The processing unit 28 determines whether the state of the requested data is the shared state (S state) by a result of reference to the status field 22-3 of the directory field 22 (S105). The processing unit 28, when the status is determined to the S state, judges whether the CPU-ID can be registered in the directory 22. The processing unit 28, when it is determined that the CPU-ID can be registered, proceeds the step S103 and registers the CPU-ID of the requester to the directory 22. The processing unit 28, when it is determined that the CPU-ID can not be registered, registers the CPU-ID of the requester to the entry of B-Type in the directory 22 in the bitmap format. In this case, when it is necessary to change the entry in the directory 22 from A-Type to B-Type, the processing unit 28 updates the format type 22-1 to B-Type and the status 22-3 to the shared state in the directory 22 (S106).

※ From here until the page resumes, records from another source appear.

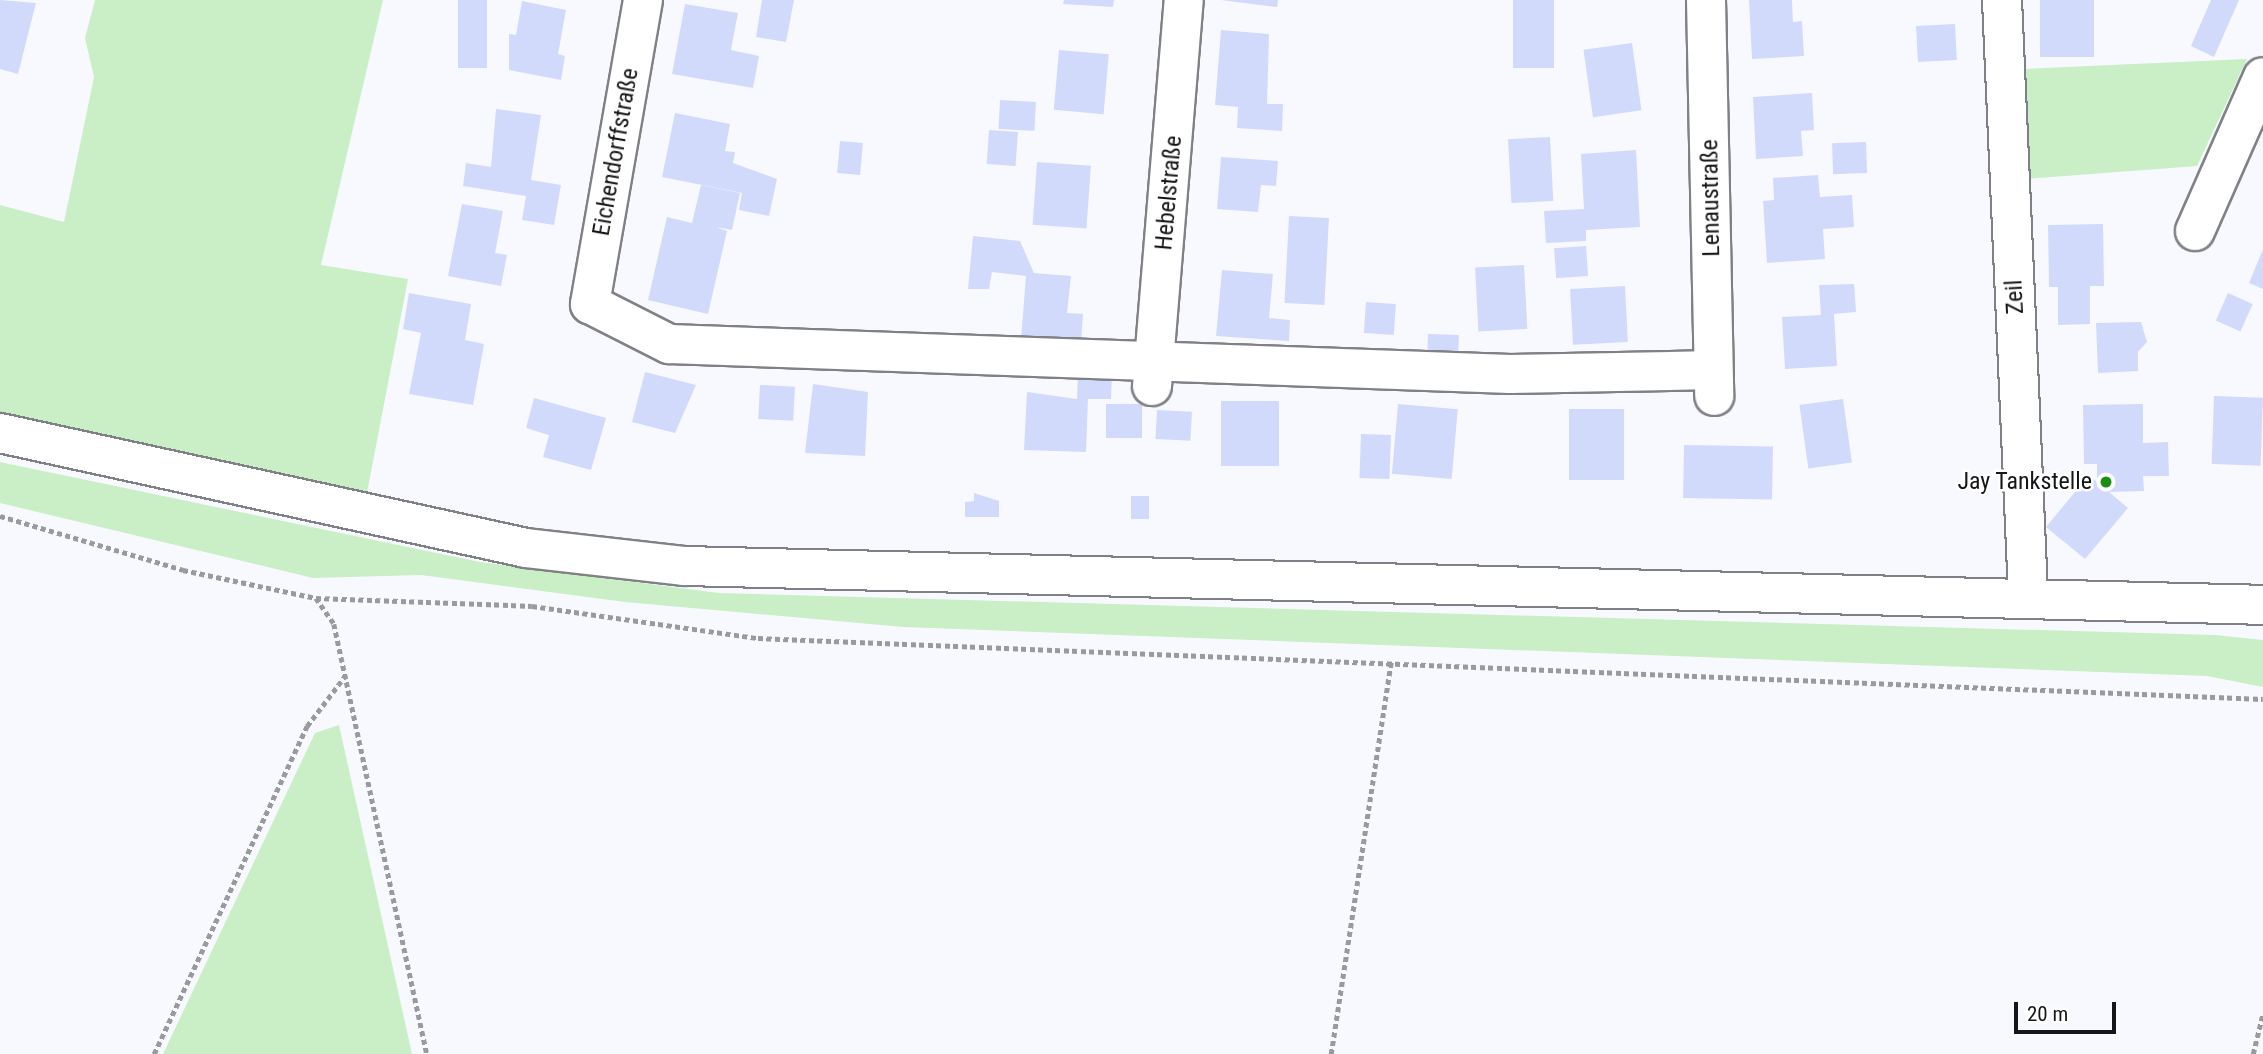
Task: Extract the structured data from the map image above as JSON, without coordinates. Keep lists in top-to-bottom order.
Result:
{
  "streets": {
    "street": [
      "Eichendorffstraße",
      "Hebelstraße",
      "Lenaustraße",
      "Zeil"
    ]
  },
  "crossings": [
    ["Eichendorffstraße", "Hebelstraße"],
    ["Eichendorffstraße", "Lenaustraße"],
    ["Hebelstraße", "Lenaustraße"]
  ],
  "places": ["Jay Tankstelle"],
  "scale_bar": "20 m"
}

In this way, in the embodiment, the extension directory 24 with a different format from the directory 22 is provided only using the S state. And the requester CPU-ID is registered to the expansion directory 24 in the bitmap format. Therefore, it is possible to identify the CPU with the S state with a minimum increase in the capacity of the directory even though increasing the number of the CPU that is installed in the information processing system.
(Data Request Processing in the E State)
(S40) The CPU 3A (or 3B) dispatches a read request in E state to the node controller 2.
(S42) In the node controller 2, the processing unit 28 receives the read request via the CPU interface circuit 26. The processing unit 28 searches the directory 22 in the node controller 2 by using a read address contained in the read request.
(S44) The processing unit 28 refers to the status field 22-3 of the entries in the directory 22 by the read address, and identifies the information in the status field 22-3. When the status field 22-3 indicates the invalid state (I state), any CPU does not have the requested data. When the status is determined as I state, the processing unit 28 proceeds to step S46.
(S46) The processing unit 28 in the node controller 2 registers the CPU-ID of the CPU that dispatched the request (here, called to the requestor) and the status (E state) to the directory 22.
(S48) The processing unit 28 determines whether the state of the requested data is the exclusive state (E state) by a result of reference to the status field 22-3 of the directory field 22.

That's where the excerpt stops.